Now, we generate 50 bootstrapped datasets and fit the frequentist linear model with radial basis functions to each bootstrapped dataset. We can then compute a mean and standard deviation over these models to estimate how confident we can be about our model predictions.

rng = torch.manual_seed(0)

L = 50

T_pred = torch.zeros((len(x_pred), L))

for i in range(L):
    x_b, t_b = single_bootstrap(x, t, rng)

    # Standardize the bootstrapped datasets
    x_b_sc = xscaler.normalize(x_b)
    t_b_sc = tscaler.normalize(t_b)

    # Fit the linear model with radial basis functions to fit the bootstrapped data
    t_pred_sc = predict_rbf(x_b_sc, t_b_sc, x_pred_sc, M_radial=8, l_radial=1)

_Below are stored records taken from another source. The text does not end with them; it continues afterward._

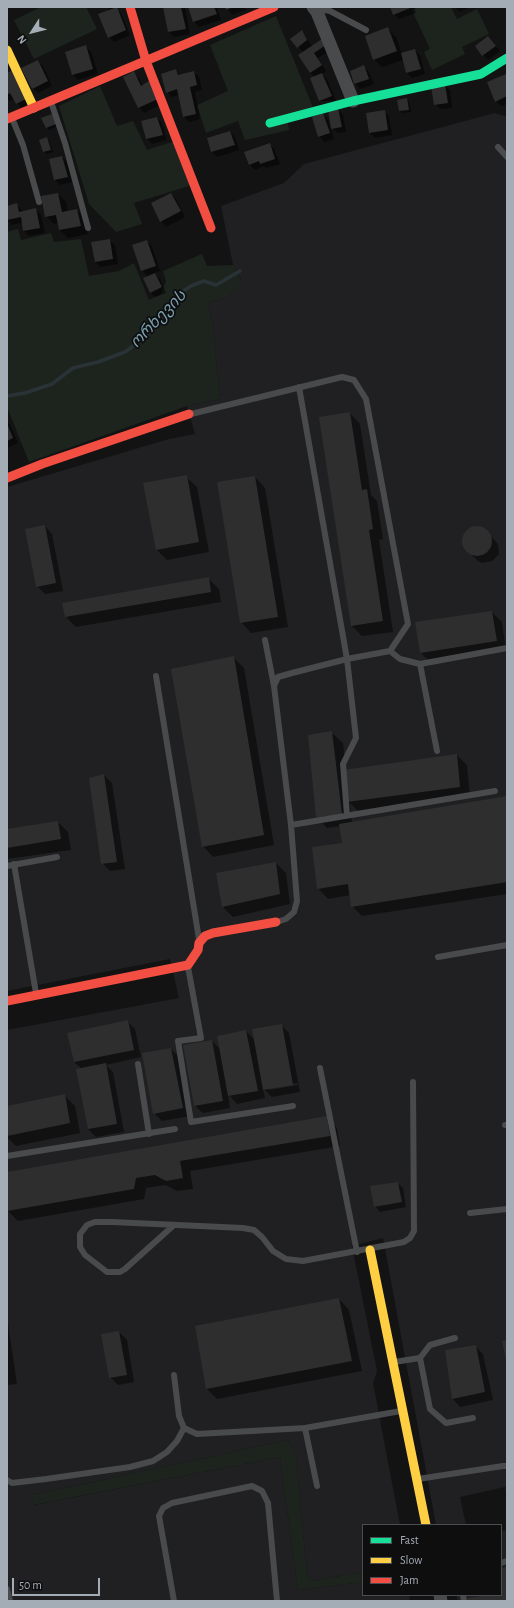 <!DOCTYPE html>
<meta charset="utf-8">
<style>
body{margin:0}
#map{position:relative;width:514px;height:1608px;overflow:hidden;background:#131314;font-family:"Alegreya Sans",sans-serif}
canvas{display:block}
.frame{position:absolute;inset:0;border:8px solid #a4acb5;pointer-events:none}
.legend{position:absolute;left:362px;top:1524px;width:140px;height:72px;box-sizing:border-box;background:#0e0e0f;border:1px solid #4a4d51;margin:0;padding:5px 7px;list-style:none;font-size:12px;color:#a4acb5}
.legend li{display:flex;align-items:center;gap:8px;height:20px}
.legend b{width:20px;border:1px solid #4a4d51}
.north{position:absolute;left:12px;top:12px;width:40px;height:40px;-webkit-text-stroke:3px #0e0e0f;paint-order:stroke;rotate:234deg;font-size:11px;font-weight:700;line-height:16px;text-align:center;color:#a4acb5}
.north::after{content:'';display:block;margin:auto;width:14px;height:18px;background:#a4acb5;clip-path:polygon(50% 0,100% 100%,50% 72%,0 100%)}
.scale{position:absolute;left:12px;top:1578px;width:88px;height:18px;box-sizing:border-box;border:2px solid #a4acb5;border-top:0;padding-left:5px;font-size:12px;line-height:14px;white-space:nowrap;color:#a4acb5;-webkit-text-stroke:3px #0e0e0f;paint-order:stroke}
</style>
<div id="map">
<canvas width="514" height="1608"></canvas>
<div class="frame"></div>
<ul class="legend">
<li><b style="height:5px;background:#16e098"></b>Fast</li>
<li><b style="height:5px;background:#ffcf43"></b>Slow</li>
<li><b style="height:5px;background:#f24e42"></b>Jam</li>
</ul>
<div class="north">N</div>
<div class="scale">50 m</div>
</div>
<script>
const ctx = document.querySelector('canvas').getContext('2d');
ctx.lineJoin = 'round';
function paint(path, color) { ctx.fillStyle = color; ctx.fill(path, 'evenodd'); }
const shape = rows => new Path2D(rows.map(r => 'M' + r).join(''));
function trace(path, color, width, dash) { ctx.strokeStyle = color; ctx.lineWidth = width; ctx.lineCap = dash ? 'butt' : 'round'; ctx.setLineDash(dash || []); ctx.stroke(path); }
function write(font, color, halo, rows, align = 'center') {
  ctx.font = font + ' "Alegreya Sans","Noto Sans Georgian",sans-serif'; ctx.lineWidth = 3.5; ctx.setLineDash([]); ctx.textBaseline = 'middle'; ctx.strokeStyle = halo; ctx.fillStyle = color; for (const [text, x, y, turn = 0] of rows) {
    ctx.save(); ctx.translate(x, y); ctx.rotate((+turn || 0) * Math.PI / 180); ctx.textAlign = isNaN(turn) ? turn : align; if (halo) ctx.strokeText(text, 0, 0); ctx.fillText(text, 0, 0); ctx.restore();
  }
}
const built = shape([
 [495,113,507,117,507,1498,505,1487,460,1497,466,1525,436,1525,383,1238,352,1246,377,1371,373,1383,400,1525,363,1525,363,1574,356,1573,312,1581,307,1574,296,1458,288,1440,32,1495,34,1505,280,1457,298,1590,363,1582,363,1595,409,1595,410,1601,7,1601,7,1030,179,998,170,959,7,991,7,487,169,439,195,434,187,406,220,399,212,321,207,303,228,297,243,284,233,265,221,206,284,183,304,164],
 [507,1530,507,1601,458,1601,456,1595,501,1595,501,1531]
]);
const green = shape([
 [41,7,86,7,97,29,34,59,14,20],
 [418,7,451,7,457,19,477,9,489,34,462,47,465,54,432,70,424,52,430,49,412,10],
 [276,16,314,110,288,123,289,130,245,140,238,121,206,133,197,105,228,91,210,45],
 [100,86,117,126,133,121,147,150,175,141,192,185,134,203,142,224,116,232,89,204,59,106],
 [18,229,21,240,51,233,54,242,81,239,89,276,119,271,134,263,149,300,161,294,166,281,163,271,202,254,207,266,233,265,243,284,228,297,207,303,212,321,220,399,187,406,29,462,7,407,7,232],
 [288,1440,296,1457,307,1574,312,1581,356,1573,363,1574,363,1582,298,1590,280,1457,33,1505,32,1495]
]);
const shadow = shape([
 [107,7,122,7,117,9,121,13,130,35,114,42,109,37,110,10],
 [164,7,185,8,190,34,174,37,169,32],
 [189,7,217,7,221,20,199,27,194,22],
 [226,7,245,7,246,10,232,15],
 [391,7,414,7,416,13,399,19,394,14],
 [455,7,470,7,460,12],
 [388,29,396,37,402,54,415,50,420,56,425,74,412,78,407,73,403,60,382,67,374,59],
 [301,32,312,46,322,41,330,51,318,58,326,71,322,74,327,79,336,101,320,101,315,77,310,73,303,52,292,39],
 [488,37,500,51,488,60,476,46],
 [86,47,91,52,98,74,78,80,73,75,66,53],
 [38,61,43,66,52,86,38,93,33,88],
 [364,67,369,72,374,84,360,89,355,83],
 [176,70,180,75,194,72,199,77,202,90,195,92,200,119,189,122,184,117,179,95,172,97,167,92],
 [134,72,139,78,143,86,162,104,144,113,139,107],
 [7,75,32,103,22,109,14,99,10,101,7,98],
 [506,75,507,77,507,104,501,106,496,101],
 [444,85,450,90,452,108,441,109,435,104],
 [407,99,409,102,411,112,402,113,400,111],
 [338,109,343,115,346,132,338,133,332,128],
 [384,111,389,116,392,135,375,138,370,133],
 [323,114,328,119,334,139,324,142,319,136],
 [52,115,58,126,49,130,42,119],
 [157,118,162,123,167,140,152,144,147,139,143,122],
 [230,132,235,137,239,150,217,157,212,152],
 [47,138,49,141,53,152,46,154,44,151],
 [269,144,274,149,280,164,266,168,264,166,255,170,249,164],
 [62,157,67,162,72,182,60,185,55,180,50,160],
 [58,194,66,202,68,212,77,210,85,218,88,234,68,238,60,230,59,223,54,224,46,216],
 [171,194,176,199,185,217,166,227,161,221,152,204],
 [17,205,23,212,36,210,41,215,45,233,29,236,24,231,23,222,12,225,7,220,7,207],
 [109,240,115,245,118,264,101,267,95,262],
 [147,241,152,247,160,271,154,273,160,279,166,293,155,297,150,292,148,277,142,270],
 [350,413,360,424,371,495,377,501,383,539,379,540,393,632,362,636,352,626],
 [7,422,10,425,18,443,7,448],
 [186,477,197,487,209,552,167,560,156,549],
 [255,477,265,488,288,627,251,633,241,622],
 [45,526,52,534,63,591,45,594,37,586],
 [481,527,487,532,498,544,499,554,492,561,482,563,478,561,465,548,463,544,463,536,465,532,471,528],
 [208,578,219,589,221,602,76,627,66,617],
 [492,612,502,622,506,651,431,663,420,652],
 [234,658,244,668,274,845,213,857,203,846],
 [332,733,343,743,346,771,457,755,467,765,470,797,359,812,350,803,352,823,507,797,507,894,362,916,352,906,351,895,328,899,318,888,343,844,341,826,327,828,317,817],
 [104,775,112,783,125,869,110,871,102,863],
 [58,822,68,832,71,850,7,859,7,830],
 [276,863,286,873,290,904,233,917,223,907],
 [127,1021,135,1029,141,1057,106,1065,113,1072,124,1132,96,1137,88,1129,82,1069,74,1062],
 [281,1025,289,1033,300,1092,272,1097,263,1088,265,1098,237,1104,228,1094,230,1108,203,1113,195,1106,212,1041,221,1050,246,1031,255,1040],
 [297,1083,298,1085,269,1090,269,1088],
 [171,1049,179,1057,190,1116,162,1121,154,1113],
 [64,1095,75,1106,80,1133,16,1146,7,1137,7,1107],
 [327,1117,337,1128,340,1146,190,1171,193,1189,177,1191,166,1185,146,1188,144,1199,18,1221,8,1211,7,1173],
 [398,1183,403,1188,406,1207,380,1212,375,1206],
 [339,1299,349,1310,362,1371,217,1399,207,1389],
 [7,1317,17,1384,7,1385],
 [119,1332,127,1340,134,1382,118,1385,110,1377],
 [475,1346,483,1354,493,1400,460,1407,453,1399]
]);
const stream = shape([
 [7,396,25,393,52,384,73,368,98,362,125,352,144,338,168,311,179,294,191,286,204,281,216,285,240,271]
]);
const building = shape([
 [117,7,126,30,108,38,98,14],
 [163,7,181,7,186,29,168,32],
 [188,7,214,7,217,14,193,22],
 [225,7,234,7,226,10],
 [390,7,413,7,393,15],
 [388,27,397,51,373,60,365,36],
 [302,30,307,40,297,48,290,39],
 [488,36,496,46,482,56,475,46],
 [322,39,326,45,314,53,322,65,310,73,298,55],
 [86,45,93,69,72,75,65,52],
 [415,49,421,69,406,73,401,53],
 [38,60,48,81,32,89,21,68],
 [364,65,369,79,354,84,350,71],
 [176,69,178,75,194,71,197,85,190,87,196,114,183,117,177,89,166,93,161,74],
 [13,70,28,98,16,104,10,93,7,95,7,73],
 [134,71,141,86,149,81,158,99,138,108,123,77],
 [322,73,332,96,319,101,310,78],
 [506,74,507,96,495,102,487,82],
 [445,84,448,103,434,105,431,86],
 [407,98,409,110,399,111,397,100],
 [338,108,342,127,331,129,328,110],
 [385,110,388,130,369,133,366,113],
 [323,113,330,133,318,137,312,117],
 [52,114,56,124,46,128,41,118],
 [157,117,163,135,146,139,141,121],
 [230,131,235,145,211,152,207,138],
 [47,137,51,150,43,152,39,140],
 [270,143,275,159,260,164,259,161,249,165,244,152],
 [62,156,68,177,54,180,49,159],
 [58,193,62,212,77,209,81,226,59,230,56,215,45,217,41,196],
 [171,193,181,211,160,222,151,203],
 [17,203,19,212,36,208,40,228,23,231,21,217,7,220,7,206],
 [110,239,113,259,95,262,91,242],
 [147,240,156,266,141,271,132,245],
 [155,273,162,287,150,293,143,278],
 [350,412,362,490,367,489,373,529,369,530,383,621,351,626,319,417],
 [7,423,13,438,7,441],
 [187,475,199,542,156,550,143,483],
 [255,476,278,617,240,623,217,482],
 [45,525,56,583,36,587,25,529],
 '462 541a15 15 0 1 1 30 0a15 15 0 1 1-30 0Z',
 [209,577,211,592,65,617,62,603],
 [492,611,497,641,420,653,415,622],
 [234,656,264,835,202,847,171,669],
 [332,731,342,814,316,818,308,735],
 [457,754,460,787,347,802,343,770],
 [104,774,117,862,101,864,89,778],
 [507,796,507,882,351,907,348,884,317,889,312,847,342,843,339,824],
 [58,821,61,839,7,848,7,829],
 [276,862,280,894,222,907,216,873],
 [128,1020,134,1050,74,1062,67,1033],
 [282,1024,293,1085,263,1090,252,1029],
 [246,1030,258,1091,228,1096,217,1036],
 [212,1040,223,1101,194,1106,183,1045],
 [171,1048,183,1108,153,1114,142,1053],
 [106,1063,117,1124,88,1129,76,1069],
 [65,1094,70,1123,7,1136,7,1106],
 [327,1116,330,1136,180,1161,183,1178,166,1181,155,1175,136,1178,134,1189,7,1211,7,1172],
 [398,1182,402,1202,374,1207,370,1186],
 [339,1298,352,1361,206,1389,195,1326],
 [119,1331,127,1375,109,1378,101,1334],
 [507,1340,507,1360,506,1360,502,1341],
 [476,1345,485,1392,452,1399,445,1350],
 [507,1567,507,1601,468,1601,467,1598,488,1595,501,1595,501,1568]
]);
const lane = shape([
 [317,12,325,10,330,11,366,30],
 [51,102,65,143,88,228],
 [12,118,23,145,39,202],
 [498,147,507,157],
 [299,387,347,659,356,738,343,764,347,815],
 [191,414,342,377,354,380,366,399,408,624,390,651,347,659,292,673,278,677,274,686,291,825,297,901,294,912,286,919,277,922],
 [265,640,274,686],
 [390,651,400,659,420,664,507,648],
 [420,664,437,751],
 [156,676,199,939],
 [291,825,495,791],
 [14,864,36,993],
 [7,866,57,857],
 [438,957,507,945],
 [188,967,201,1038,178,1041,191,1122,293,1106],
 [138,1064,149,1134],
 [320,1068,357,1252],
 [505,1125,507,1125],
 [7,1156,175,1129],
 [470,1213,507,1209],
 [174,1225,125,1269,120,1272,107,1272,85,1255,80,1247,80,1234,87,1225,95,1222,112,1222,243,1228,254,1230,262,1237,273,1251,286,1259,303,1261,404,1242,410,1238,414,1231,413,1082],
 [420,1358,430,1409,446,1423,473,1418],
 [394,1362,420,1358,430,1345,455,1338],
 [174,1375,179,1416,184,1428,197,1434,305,1428,401,1411],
 [305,1428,317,1486],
 [418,1479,503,1466,507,1466],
 [7,1480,12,1483,46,1479,130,1467,153,1461,167,1452,177,1441,184,1428],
 [501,1563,507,1561],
 [7,1589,10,1601],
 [463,1595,464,1601],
 [174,1601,159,1516,163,1508,172,1503,252,1486,262,1491,268,1503,277,1601]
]);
const street = shape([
 [313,7,317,12,353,101],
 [440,1595,441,1601]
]);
const fast = shape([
 [270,123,353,101,481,74,507,58]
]);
const slow = shape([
 [7,50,34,108],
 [370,1250,426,1525]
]);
const jam = shape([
 [130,7,146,61,211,228],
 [7,119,274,7],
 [7,478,42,464,189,414],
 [7,1001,188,965,198,950,199,943,205,936,213,933,276,922]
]);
const waterNames = [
 ["ორხევის",158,319,-46]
];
paint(built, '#202022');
paint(green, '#1d241e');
paint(shadow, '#0007');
trace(stream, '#293337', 3.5);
paint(building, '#2e2e2f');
trace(lane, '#484a4c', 6);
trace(street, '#484a4c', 13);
trace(fast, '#16e098', 9);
trace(slow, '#ffcf43', 9);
trace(jam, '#f24e42', 9);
write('italic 16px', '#7ba0b0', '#0e0e0f', waterNames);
</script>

    # Scale the predictions back to the non-standardized space
    t_pred = tscaler.denormalize(t_pred_sc)
    T_pred[:, i] = t_pred

# Get the mean and standard deviation over the models
m_pred = torch.mean(T_pred, axis=1)
sigma_pred = torch.std(T_pred, axis=1)
# Plot the ground truth, data and predictions
fig, ax = plt.subplots(figsize=(6, 4), tight_layout=True)
ax.scatter(x, t, color="C0", marker="x", label="Training data")
ax.plot(x_pred, m_pred, color="C1", label="Average model prediction")
ax.fill_between(
    x_pred,
    m_pred - 1.96 * sigma_pred,
    m_pred + 1.96 * sigma_pred,
    color="C1",
    alpha=0.3,
)
for i in range(L):
    t_pred = T_pred[:, i]
    ax.plot(x_pred, t_pred, color="C1", linewidth=0.5, alpha=0.3)
ax.plot(x_pred, f, color="k", label="Ground truth")
ax.set_ylim((-2.5, 2.5))
ax.set_xlabel(r"$x$")
ax.set_ylabel(r"$t$")
ax.legend(loc="upper right")
plt.show()

The figure above shows the \(50\) bootstrapped models, their average prediction, and the corresponding \(95\%\) confidence interval. How does this compare to the Bayesian approach?

Try to answer the following questions:

  • If you again set l_radial=0.2 and l_radial=50 to make the model overfit and underfit, how does this affect the bootstrapped model?

  • How does the bootstrapped model compare to the Bayesian model from before? What are the similarities? What are the differences?

  • How does the number of bootstrapped datasets \(L\) affect the results? Does there exist an optimal value for \(L\) to choose?